They refer to content as “fill.”
Like, what you use in your yard to level it.
(Then they wonder why people would rather read field-specific websites and blogs.)
There is such a whole chicken-egg-chicken madness to this method – I’m going to have to think about it some more, because it fuels itself I think, and yet it’s such a death-spiral. The reason that The Fugitive was so great as a thriller was that it wasn’t just The Harrison Ford Show, nor even the Harrison Ford & Tommy Lee Jones show, tho’ it mostly was – everybody got little moments, little tiny bits of shading to round them, and so much lingering was spent on the “backdrop” – it made me realize that Chicago was also a beautiful city, for the first time in my life. All that made you care about the main men, and made it seem like the stakes were real and mattered, even if it is a total WiR and Bechdel failure it’s less othering in a key way than so many films with token Action Grl chick sidekicks.

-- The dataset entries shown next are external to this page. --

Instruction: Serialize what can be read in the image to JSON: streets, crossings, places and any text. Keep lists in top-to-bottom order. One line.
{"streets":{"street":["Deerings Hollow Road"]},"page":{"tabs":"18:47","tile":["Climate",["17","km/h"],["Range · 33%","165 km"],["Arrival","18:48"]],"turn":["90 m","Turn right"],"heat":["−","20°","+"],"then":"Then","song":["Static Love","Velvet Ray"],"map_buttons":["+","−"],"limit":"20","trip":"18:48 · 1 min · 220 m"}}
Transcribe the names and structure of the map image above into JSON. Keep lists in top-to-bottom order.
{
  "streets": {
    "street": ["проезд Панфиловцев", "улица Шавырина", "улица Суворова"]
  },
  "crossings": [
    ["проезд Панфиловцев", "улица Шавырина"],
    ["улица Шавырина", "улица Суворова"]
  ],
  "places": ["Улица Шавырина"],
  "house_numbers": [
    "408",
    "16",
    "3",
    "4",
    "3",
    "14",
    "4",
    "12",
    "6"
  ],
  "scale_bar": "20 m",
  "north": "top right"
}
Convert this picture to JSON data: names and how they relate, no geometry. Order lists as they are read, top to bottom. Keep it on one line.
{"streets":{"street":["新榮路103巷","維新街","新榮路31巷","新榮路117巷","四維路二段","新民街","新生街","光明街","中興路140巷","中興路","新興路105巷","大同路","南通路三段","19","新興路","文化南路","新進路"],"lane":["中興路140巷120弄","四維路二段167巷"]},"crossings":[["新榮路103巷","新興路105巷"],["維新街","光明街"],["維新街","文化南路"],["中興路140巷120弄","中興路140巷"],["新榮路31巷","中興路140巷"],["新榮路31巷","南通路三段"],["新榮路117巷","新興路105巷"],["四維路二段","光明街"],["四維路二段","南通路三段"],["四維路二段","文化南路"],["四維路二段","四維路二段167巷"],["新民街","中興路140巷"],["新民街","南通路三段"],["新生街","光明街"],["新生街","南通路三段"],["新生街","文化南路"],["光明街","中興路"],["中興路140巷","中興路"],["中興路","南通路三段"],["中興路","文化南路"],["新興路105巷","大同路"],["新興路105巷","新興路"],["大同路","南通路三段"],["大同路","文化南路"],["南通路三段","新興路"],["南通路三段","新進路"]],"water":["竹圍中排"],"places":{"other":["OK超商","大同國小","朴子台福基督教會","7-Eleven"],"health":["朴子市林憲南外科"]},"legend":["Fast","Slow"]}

Because, after all, we can’t be Gary-Stu: in any Gary-Stu vehicle, There can be only one!!! Nobody in the end can identify with a solipsistic hero whacking away at a bunch of cardboard cutouts.
(And then they wonder why Arnold can’t keep pulling them in to make up for his insanely high salaries. Hint: it wasn’t Arnold that made Conan, it was Conan & Subotai & Valeria & King Osric & Thulsa Doom & the cranky old wizard Narrator & the score & the vast, grand settings…)
bellatrys(Quote) (Reply)
You know, I HATE Harrison Ford (sorry) and I still liked the Fugitive way back when. It did have a better-than-average script, despite following the formula.
Jennifer Kesler(Quote) (Reply)
That’s because it was made back when he still played characters, instead of playing Harrison Ford™. It’s almost the guaranteed Kiss of Death as an actor to be treated as A Star regardless of what they actually *do* on screen, what the vehicle is (the same is true imo for directors). I used to like Tom Hanks, but now it’s hard to remember that he was ever in Apollo 13…
bellatrys(Quote) (Reply)
Erik, that’s a wild coincidence! I hadn’t even realized that when I posted it!
bellatrys(Quote) (Reply)
Oh, Patrick, you want to hear a good one?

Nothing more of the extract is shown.